Needs and Experiences of People with Physical Challenges
Thanks for participating in this online questionnaire.

Please note, that the questions of this survey are supposed to be answered only by people with ANY physical challenges (Cerebral Palsy - CP, ALS, SCI - of course, with the help of their caregivers if needed).

If you are a caregiver of a person with any physical challenge, or you work in a center or hospital supporting people with physical challenges or simply know someone who has a physical challenge, please share this survey with them! Thank you!

The purpose of this survey is to understand the needs and experiences of people with ANY physical challenges in regards with the devices they use and want to have as well as accompanying digital tools.

Results from this survey might be used as part of a bigger project led by Hackaday Dream team UCPLA challenge 2020:

The results from this survey might be used and presented publicly on the webpage of the project.

Upon completion, you can enter your email address if you wish to be selected for an opportunity to win one of 20 $15 Amazon Gift Cards. The winners will be selected randomly.

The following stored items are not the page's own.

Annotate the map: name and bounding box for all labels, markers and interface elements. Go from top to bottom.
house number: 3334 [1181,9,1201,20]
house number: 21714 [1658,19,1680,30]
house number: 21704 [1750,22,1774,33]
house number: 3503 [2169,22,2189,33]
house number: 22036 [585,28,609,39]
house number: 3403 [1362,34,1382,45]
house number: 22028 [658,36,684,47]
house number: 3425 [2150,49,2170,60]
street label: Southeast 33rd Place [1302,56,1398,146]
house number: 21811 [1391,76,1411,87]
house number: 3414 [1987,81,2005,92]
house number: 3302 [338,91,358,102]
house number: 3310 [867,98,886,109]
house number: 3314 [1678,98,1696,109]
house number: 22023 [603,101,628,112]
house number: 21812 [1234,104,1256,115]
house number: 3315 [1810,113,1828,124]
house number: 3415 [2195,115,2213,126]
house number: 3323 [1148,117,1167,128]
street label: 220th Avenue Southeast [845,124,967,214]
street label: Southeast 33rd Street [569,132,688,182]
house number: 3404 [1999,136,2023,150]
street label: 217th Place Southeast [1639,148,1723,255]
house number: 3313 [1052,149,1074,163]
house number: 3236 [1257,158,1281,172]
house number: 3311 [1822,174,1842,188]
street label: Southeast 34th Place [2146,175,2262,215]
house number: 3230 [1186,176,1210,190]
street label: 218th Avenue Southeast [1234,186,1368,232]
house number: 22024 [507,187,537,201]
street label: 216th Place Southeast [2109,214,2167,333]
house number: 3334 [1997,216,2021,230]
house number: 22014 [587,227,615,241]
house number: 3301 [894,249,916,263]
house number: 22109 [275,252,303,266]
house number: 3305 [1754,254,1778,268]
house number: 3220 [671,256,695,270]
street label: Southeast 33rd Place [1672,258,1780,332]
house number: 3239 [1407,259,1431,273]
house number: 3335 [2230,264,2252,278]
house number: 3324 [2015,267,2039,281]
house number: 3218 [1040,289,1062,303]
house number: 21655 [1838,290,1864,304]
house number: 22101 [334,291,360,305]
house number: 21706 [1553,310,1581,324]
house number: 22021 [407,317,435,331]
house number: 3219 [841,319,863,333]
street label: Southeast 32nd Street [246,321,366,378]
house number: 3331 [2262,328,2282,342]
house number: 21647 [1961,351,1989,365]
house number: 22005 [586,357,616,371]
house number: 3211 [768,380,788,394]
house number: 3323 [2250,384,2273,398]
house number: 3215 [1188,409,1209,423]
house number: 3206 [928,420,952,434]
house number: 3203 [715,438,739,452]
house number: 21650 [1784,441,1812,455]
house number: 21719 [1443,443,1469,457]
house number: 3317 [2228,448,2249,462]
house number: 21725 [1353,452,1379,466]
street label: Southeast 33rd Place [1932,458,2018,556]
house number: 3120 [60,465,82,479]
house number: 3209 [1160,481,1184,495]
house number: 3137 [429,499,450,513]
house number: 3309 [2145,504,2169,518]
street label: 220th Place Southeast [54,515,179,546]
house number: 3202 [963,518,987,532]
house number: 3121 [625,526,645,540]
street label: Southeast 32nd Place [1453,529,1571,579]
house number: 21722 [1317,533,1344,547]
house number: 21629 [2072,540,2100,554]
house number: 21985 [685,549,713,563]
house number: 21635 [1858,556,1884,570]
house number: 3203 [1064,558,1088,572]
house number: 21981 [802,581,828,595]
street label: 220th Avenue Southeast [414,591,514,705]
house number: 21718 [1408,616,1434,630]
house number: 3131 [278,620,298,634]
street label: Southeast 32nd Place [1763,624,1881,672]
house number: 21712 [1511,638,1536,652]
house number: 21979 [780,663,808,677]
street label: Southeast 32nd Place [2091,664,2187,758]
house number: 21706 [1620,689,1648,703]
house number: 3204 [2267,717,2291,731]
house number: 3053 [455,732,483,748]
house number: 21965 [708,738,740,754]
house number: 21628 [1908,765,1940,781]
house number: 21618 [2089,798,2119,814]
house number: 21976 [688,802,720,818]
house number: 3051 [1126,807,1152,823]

All the gift cards will be sent to the emails provided no later than August 31, 2020.

Please note that:

1. Your participation is voluntary.
2. Some questions are mandatory. However, if you do not want to answer them, you can exit the survey.
3. At any time, you may decline further participation without adverse consequences. To do this, simply close the survey without submitting your answers.
4. Your confidentiality and anonymity are assured. We will not collect any personally identifying information (e.g. your name or contact information).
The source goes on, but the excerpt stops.